**Work request:** Find the word "setLineDash" in the listing; pull out each line holding it.

**Supplied data:**

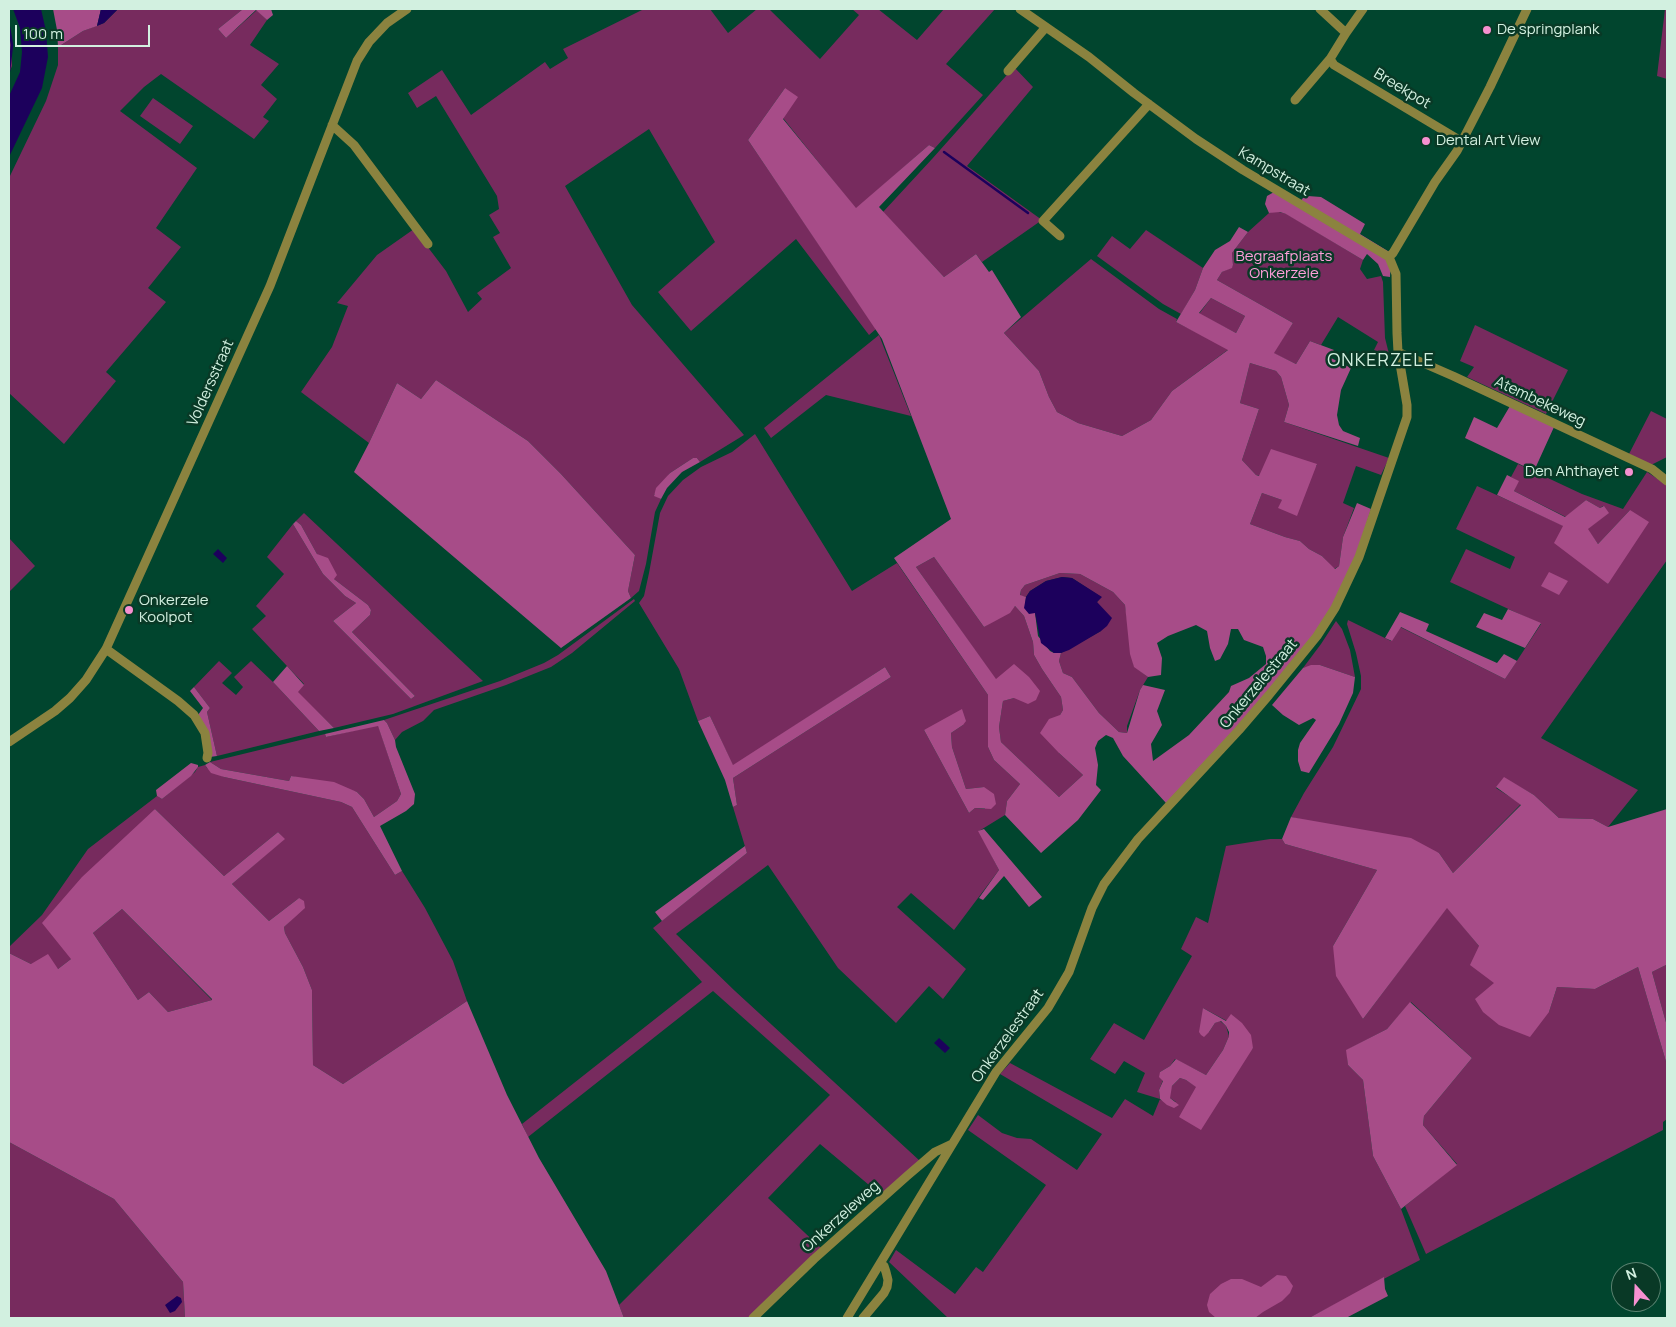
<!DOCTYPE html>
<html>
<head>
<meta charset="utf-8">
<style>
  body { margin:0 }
  #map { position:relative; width:1676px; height:1327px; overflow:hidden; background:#01452e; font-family:Manrope,sans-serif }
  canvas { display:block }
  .frame { position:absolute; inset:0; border:10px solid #d2f0e0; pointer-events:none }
  .north { position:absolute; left:1611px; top:1262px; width:50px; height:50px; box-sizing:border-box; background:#093926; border:1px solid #598270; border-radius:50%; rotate:340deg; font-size:14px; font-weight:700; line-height:20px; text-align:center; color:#d2f0e0 }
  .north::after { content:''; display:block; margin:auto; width:18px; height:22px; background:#f690d0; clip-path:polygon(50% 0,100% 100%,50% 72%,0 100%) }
  .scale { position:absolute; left:15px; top:25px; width:135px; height:22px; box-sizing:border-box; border:2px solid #d2f0e0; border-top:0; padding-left:6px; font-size:15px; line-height:18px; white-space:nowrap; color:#d2f0e0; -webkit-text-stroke:4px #093926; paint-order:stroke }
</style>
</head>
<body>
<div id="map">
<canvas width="1676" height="1327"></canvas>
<div class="frame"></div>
<div class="north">N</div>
<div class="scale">100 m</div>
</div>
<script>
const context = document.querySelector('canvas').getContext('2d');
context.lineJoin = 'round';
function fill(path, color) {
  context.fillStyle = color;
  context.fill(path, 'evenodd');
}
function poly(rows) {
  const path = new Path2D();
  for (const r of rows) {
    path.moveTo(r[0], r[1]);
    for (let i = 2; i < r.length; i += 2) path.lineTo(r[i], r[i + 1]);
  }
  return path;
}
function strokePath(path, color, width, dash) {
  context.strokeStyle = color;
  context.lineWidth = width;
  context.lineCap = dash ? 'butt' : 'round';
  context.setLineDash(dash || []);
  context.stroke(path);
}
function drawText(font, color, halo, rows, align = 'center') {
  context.font = font + ' Manrope,sans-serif';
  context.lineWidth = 5;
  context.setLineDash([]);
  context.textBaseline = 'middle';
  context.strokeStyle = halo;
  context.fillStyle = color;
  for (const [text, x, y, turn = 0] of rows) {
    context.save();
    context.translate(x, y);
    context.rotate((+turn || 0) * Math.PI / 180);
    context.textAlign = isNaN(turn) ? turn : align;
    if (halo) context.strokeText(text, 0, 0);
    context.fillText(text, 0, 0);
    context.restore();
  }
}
const green = poly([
  [118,9,243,9,218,29,226,38,257,10,267,20,250,45,279,64,261,85,277,99,263,117,269,121,254,139,161,74,144,87,120,111,197,168,156,228,181,247,148,288,166,302,106,372,116,381,64,444,9,393,9,178,46,101,58,65,58,47,83,31,104,23],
  [644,9,710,9,728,33,757,9,769,9,820,59,859,15,852,9,878,9,917,40,944,9,995,9,946,64,983,95,935,148,929,145,856,209,783,118,785,88,748,140,876,329,869,335,796,239,691,331,658,292,715,242,649,129,565,186,632,305,744,435,700,462,697,458,693,458,670,473,654,495,661,499,655,512,646,564,639,591,631,598,628,591,635,555,561,474,528,441,436,380,421,399,397,383,369,443,301,392,332,347,348,306,337,303,377,255,414,229,446,271,468,312,482,299,477,293,511,268,493,237,500,233,489,215,499,209,497,196,436,96,417,108,408,93,442,70,471,115,545,62,550,69,568,58,563,49],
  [1665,9,1667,9,1667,79,1657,76],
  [9,26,11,33,12,66,9,73],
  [1014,67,1033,87,967,166,1042,220,982,262,976,254,944,277,883,212,932,159],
  [153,98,193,126,180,144,140,116],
  [1275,211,1287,214,1363,260,1360,269,1367,279,1381,276,1383,282,1385,338,1390,358,1388,360,1374,350,1378,342,1338,317,1321,345,1310,341,1296,364,1273,353,1293,323,1217,280,1222,272,1232,267,1233,265,1232,253,1248,232,1269,213],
  [1146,230,1203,268,1195,290,1181,314,1163,304,1097,256,1112,236,1130,249],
  [1091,259,1159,309,1177,319,1176,322,1229,349,1172,391,1151,420,1122,436,1078,423,1057,412,1049,397,1039,371,1004,333],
  [1211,298,1245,316,1236,333,1199,314],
  [1475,325,1568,370,1546,414,1467,377,1474,367,1460,361],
  [879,335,911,416,826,395,771,438,764,428],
  [1250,363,1276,371,1281,377,1289,405,1284,422,1389,458,1381,475,1356,466,1343,503,1354,508,1343,537,1339,566,1334,569,1322,556,1309,549,1300,541,1285,537,1250,524,1262,493,1282,500,1317,465,1260,476,1256,475,1242,460,1259,409,1240,403],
  [1651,411,1667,419,1667,457,1651,465,1629,454],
  [755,434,852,591,897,563,988,695,988,747,994,760,1020,784,1007,801,1005,815,979,831,999,870,954,930,911,893,897,907,966,969,943,999,929,986,896,1023,838,968,768,865,676,934,735,991,920,1161,881,1195,820,1144,768,1198,822,1249,748,1318,624,1318,619,1305,830,1095,713,991,528,1137,522,1124,702,982,653,928,747,853,733,807,737,805,733,778,891,677,885,667,733,766,710,716,698,721,679,669,639,603,644,596,649,573,660,513,668,496,683,480,701,467,732,452],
  [963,725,951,733,952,747,966,789,984,787,985,809,975,808,969,813,924,730],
  [1518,464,1582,494,1623,509,1647,472,1667,485,1667,560,1541,738,1638,790,1608,827,1593,819,1559,818,1534,795,1504,778,1496,788,1521,804,1453,873,1439,853,1291,817,1304,793,1333,747,1361,689,1361,676,1356,653,1347,624,1348,620,1391,641,1400,627,1505,679,1541,624,1450,582,1466,549,1510,569,1515,557,1456,529,1477,486,1564,526,1608,584,1630,510,1598,544,1587,529,1608,513,1603,506,1600,508,1586,500,1566,517,1514,491,1518,481,1511,477],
  [304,513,483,681,393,714,334,728,297,692,304,684,252,629,266,616,256,606,284,574,267,557,293,524,323,574,345,596,356,603,333,621,411,699,415,696,352,632,370,615,371,610,368,605,334,579,317,554,301,525,296,521],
  [9,538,35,566,9,592],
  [934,557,984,627,1015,606,1024,616,1033,642,1034,655,1042,669,1061,697,1063,710,1060,715,1059,753,1083,775,1059,797,1001,742,999,727,1003,701,1014,698,996,680,916,567],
  [1060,573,1080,574,1113,592,1125,605,1134,666,1148,677,1140,690,1127,726,1127,733,1119,732,1099,713,1072,677,1063,673,1059,661,1061,653,1101,631,1097,602,1101,597,1072,578,1062,577,1046,581,1030,591,1026,597,1020,596,1021,590,1025,585],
  [634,599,635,601,572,653,551,667,506,685,434,710,423,721,402,732,395,740,387,723,384,720,500,681,544,663,558,655],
  [1336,621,1342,629,1350,650,1355,677,1320,665,1303,668,1321,644],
  [219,661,232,673,222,683,236,695,243,687,234,677,251,661,273,682,319,731,217,756,207,712,210,708,194,687],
  [378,725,401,794,397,801,374,817,364,799,357,792,291,776,289,781,221,769,210,762,325,734,326,737],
  [205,765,207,768,224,777,341,802,352,807,395,875,402,871,425,908,453,961,467,1001,343,1084,313,1065,312,990,303,967,285,933,284,927,290,921,299,898,269,921,232,884,284,839,278,832,224,876,155,809,71,959,58,969,31,964,9,953,9,947,42,915,88,849,157,796,162,799,195,772,198,767],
  [1270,839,1282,839,1285,844,1377,870,1333,946,1363,1019,1447,907,1479,946,1549,1012,1557,987,1595,989,1638,967,1667,1065,1667,1119,1663,1122,1663,1130,1426,1254,1405,1206,1457,1164,1423,1125,1424,1116,1472,1058,1411,1002,1387,1029,1347,1050,1348,1065,1363,1080,1373,1156,1401,1209,1420,1260,1309,1318,948,1318,889,1262,896,1250,955,1294,976,1267,983,1272,1046,1185,968,1130,978,1115,1002,1133,1017,1138,1031,1139,1077,1170,1102,1134,1000,1074,1010,1063,1112,1118,1125,1099,1153,1116,1160,1099,1137,1092,1145,1073,1124,1061,1115,1074,1090,1059,1114,1023,1144,1040,1192,956,1181,949,1196,917,1208,923,1226,846],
  [1203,1008,1227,1021,1232,1015,1253,1048,1197,1087,1186,1080,1180,1078,1172,1086,1170,1090,1170,1098,1176,1102,1160,1100,1159,1090,1163,1080,1160,1072,1170,1066,1175,1059,1206,1075,1223,1050,1229,1036,1226,1026,1220,1021,1215,1023,1209,1032],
  [122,909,212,1000,168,1012,149,992,138,1000,93,933],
  [1666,965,1667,970,1667,1026,1652,972],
  [9,1142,114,1199,183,1282,185,1318,9,1318]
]);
const forest = poly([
  [53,9,101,9,97,26,83,31,58,47,57,30],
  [243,9,271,9,273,15,267,20,256,10,226,38,218,29],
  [785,88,798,97,783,119,856,208,929,145,935,148,879,207,944,277,976,254,989,272,992,270,1021,317,1004,333,1039,371,1049,397,1057,412,1078,423,1122,436,1151,420,1172,391,1228,350,1176,322,1195,290,1203,268,1215,250,1230,241,1239,227,1248,232,1232,253,1233,265,1232,268,1222,272,1217,280,1293,323,1274,353,1296,364,1310,341,1334,350,1329,357,1351,368,1341,390,1337,415,1339,425,1343,431,1360,438,1358,446,1284,422,1289,405,1281,377,1276,371,1250,363,1240,403,1259,409,1242,460,1256,475,1259,476,1271,449,1317,464,1297,516,1278,508,1282,500,1262,493,1250,524,1285,537,1300,541,1309,549,1322,556,1335,569,1339,566,1343,537,1357,503,1371,509,1355,560,1324,625,1245,719,1166,803,1123,756,1113,738,1106,735,1098,741,1095,748,1098,765,1096,785,1101,790,1078,820,1041,853,1005,815,1007,801,1020,784,994,760,988,747,988,695,894,558,951,519,882,339,748,140],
  [1211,298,1245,316,1236,333,1199,313],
  [934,557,984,627,1010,613,1015,606,1024,616,1033,642,1034,655,1042,669,1061,697,1063,710,1060,715,1049,719,1040,733,1059,753,1083,775,1059,797,1001,742,999,727,1003,701,1014,698,1028,704,1036,700,1040,691,1029,677,1014,664,996,679,916,567],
  [1060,573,1080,574,1113,592,1125,605,1130,654,1134,667,1148,677,1161,675,1162,658,1157,643,1168,636,1196,625,1207,631,1210,648,1215,661,1220,659,1228,644,1231,629,1238,629,1244,640,1263,647,1266,656,1266,664,1249,678,1231,686,1229,692,1189,735,1153,761,1151,744,1162,725,1157,711,1165,690,1143,685,1140,690,1127,733,1119,732,1099,713,1072,677,1063,673,1059,661,1061,653,1054,653,1050,651,1038,636,1035,613,1025,608,1026,597,1020,595,1021,590,1025,585],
  [1274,192,1297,205,1303,198,1308,196,1321,197,1365,224,1360,234,1391,253,1390,277,1383,276,1378,264,1367,254,1363,260,1286,214,1280,212,1269,213,1265,204,1267,196],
  [436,380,528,441,561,474,635,555,628,591,631,598,561,648,354,472,369,443,397,383,421,399],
  [1510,406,1554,427,1534,471,1465,438,1474,417,1497,428],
  [693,458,697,458,700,462,682,472,667,488,661,499,654,496,656,488,670,473],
  [1507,475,1519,481,1514,491,1565,517,1586,500,1600,508,1604,506,1609,513,1588,529,1598,544,1630,510,1649,522,1608,584,1554,543,1563,526,1497,495],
  [296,521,301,525,317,554,328,558,337,575,334,579,368,605,371,610,370,615,352,632,415,696,411,699,333,621,356,603,345,596,323,574,293,524],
  [1549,572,1568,581,1559,595,1541,586],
  [1508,609,1541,623,1525,648,1476,627,1484,613,1502,620],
  [1400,612,1429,624,1426,631,1497,663,1504,654,1517,661,1505,679,1401,627,1392,641,1385,638],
  [1311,665,1320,665,1355,677,1353,693,1339,724,1309,773,1301,771,1298,761,1298,750,1300,743,1316,720,1313,718,1299,725,1283,715,1272,705,1303,668],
  [287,666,304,685,298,692,334,728,319,731,273,682],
  [885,667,891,677,733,778,737,805,733,807,725,780,698,721,710,716,733,765],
  [194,687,210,708,207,712,217,756,210,757,198,715,203,708,190,691],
  [962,709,966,721,963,725,951,733,952,747,966,789,984,787,994,794,996,804,991,809,975,808,969,813,924,730],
  [384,720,387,723,395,740,396,747,415,794,414,804,406,811,380,826,402,871,395,875,352,807,341,802,224,777,211,773,205,765,210,762,221,769,289,781,291,776,334,782,357,792,364,799,374,817,397,801,401,794,378,726,326,737,325,734],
  [191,763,198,765,198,767,191,776,162,799,157,796,156,790],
  [1504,777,1534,795,1559,818,1593,819,1608,827,1667,809,1667,970,1666,965,1652,972,1667,1026,1667,1065,1638,967,1595,989,1557,987,1549,1012,1530,1037,1499,1025,1483,1012,1475,999,1494,983,1470,965,1479,946,1447,908,1363,1019,1336,976,1333,946,1377,870,1285,844,1282,839,1291,817,1411,838,1439,853,1453,873,1521,805,1496,787],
  [155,809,224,876,278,832,285,839,232,884,269,921,299,898,304,901,305,908,284,927,285,933,303,967,312,990,313,1065,343,1084,467,1001,507,1095,539,1158,606,1271,624,1318,185,1318,183,1282,114,1199,9,1142,9,953,31,964,48,954,58,969,71,959,42,923,82,877],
  [122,909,212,999,212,1000,168,1012,149,992,138,1000,93,933],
  [984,829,1042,897,1029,907,1004,876,983,900,979,898,999,870,978,831],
  [745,846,747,853,662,921,655,912],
  [1410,1002,1472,1058,1424,1116,1423,1125,1457,1165,1401,1209,1373,1156,1363,1080,1348,1065,1346,1050,1387,1029],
  [1203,1008,1226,1021,1231,1014,1242,1023,1251,1035,1253,1048,1201,1130,1179,1117,1196,1087,1186,1080,1180,1078,1172,1086,1170,1098,1179,1105,1174,1108,1167,1105,1160,1099,1159,1090,1163,1081,1159,1077,1160,1072,1170,1066,1176,1059,1206,1075,1223,1050,1229,1036,1229,1032,1226,1026,1221,1021,1215,1023,1209,1032,1204,1037,1201,1035,1199,1032],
  [1277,1275,1286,1276,1293,1286,1290,1293,1282,1301,1263,1312,1255,1318,1216,1318,1209,1312,1207,1305,1210,1294,1221,1284,1231,1279,1242,1279,1261,1287],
  [1384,1277,1385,1289,1388,1296,1346,1318,1309,1318]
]);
const water = poly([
  [13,9,41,9,46,31,48,57,42,88,9,157,9,96,20,72,22,52,20,28],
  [101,9,118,9,104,23,97,26],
  [218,549,227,558,223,563,213,554],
  [1062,577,1072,578,1102,597,1097,602,1112,618,1107,626,1101,631,1069,650,1061,653,1054,653,1041,643,1035,613,1029,614,1024,608,1026,597,1030,591,1046,581],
  [939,1038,950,1048,945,1053,934,1043],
  [177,1296,181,1298,182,1302,175,1311,170,1313,165,1305]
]);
const stream = poly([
  [9,27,12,45,9,71],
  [944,152,1028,213]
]);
const minor = poly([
  [1020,9,1089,57,1134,93,1196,139,1243,170,1389,257],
  [1320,9,1346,33,1330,59,1334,65,1461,141],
  [1346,33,1363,9],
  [1008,71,1046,27],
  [1295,100,1330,59],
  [332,125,354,145,428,244],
  [1060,236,1043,221,1149,104],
  [1389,257,1393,253,1435,182,1457,151,1490,87,1527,9],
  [1398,352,1453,376,1652,469,1667,481],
  [106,649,178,701,194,715,205,733,208,753,207,758],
  [9,742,55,711,70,698,86,680,106,649,270,286,357,61,369,42,387,23,407,9],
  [753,1318,814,1259,907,1176,935,1152,952,1144],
  [847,1318,996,1072,1048,1008,1069,972,1092,908,1104,884,1138,839,1239,730,1269,695,1317,636,1335,608,1359,557,1407,417,1407,405,1398,352,1397,333,1396,274,1389,257],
  [863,1318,884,1293,887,1287,888,1280,886,1272,884,1266,880,1264]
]);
const markers = [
  [1487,30,5,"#f690d0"],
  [1426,141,5,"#f690d0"],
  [1629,472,5,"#f690d0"],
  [129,610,5,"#f690d0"]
];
const poiNames = [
  ["De springplank",1497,30],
  ["Dental Art View",1436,141],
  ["Den Ahthayet",1619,472,"right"],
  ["Onkerzele",139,601],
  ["Koolpot",139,618]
];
const streetNames = [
  ["Breekpot",1402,89,31],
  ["Kampstraat",1274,172,31],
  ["Voldersstraat",211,383,-66],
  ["Atembekeweg",1540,402,25],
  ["Onkerzelestraat",1259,684,-50],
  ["Onkerzelestraat",1008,1036,-54],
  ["Onkerzeleweg",841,1217,-42]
];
const parkNames = [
  ["Begraafplaats",1284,257],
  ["Onkerzele",1284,274]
];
const quarterNames = [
  ["ONKERZELE",1381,361]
];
fill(green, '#772b5e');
fill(forest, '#a74c88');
fill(water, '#1c005c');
strokePath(stream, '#1c005c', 2.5);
strokePath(minor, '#8b833f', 9);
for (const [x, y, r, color] of markers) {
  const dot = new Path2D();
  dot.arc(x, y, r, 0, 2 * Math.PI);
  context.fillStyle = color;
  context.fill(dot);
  strokePath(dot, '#093926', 2);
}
drawText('15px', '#d2f0e0', '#093926', poiNames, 'left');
drawText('15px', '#d2f0e0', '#093926', streetNames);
drawText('15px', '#fe9eda', '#093926', parkNames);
context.letterSpacing = '1px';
drawText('18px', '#d2f0e0', '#093926', quarterNames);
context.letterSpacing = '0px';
</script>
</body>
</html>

**Result of this task:**
  context.setLineDash(dash || []);
  context.setLineDash([]);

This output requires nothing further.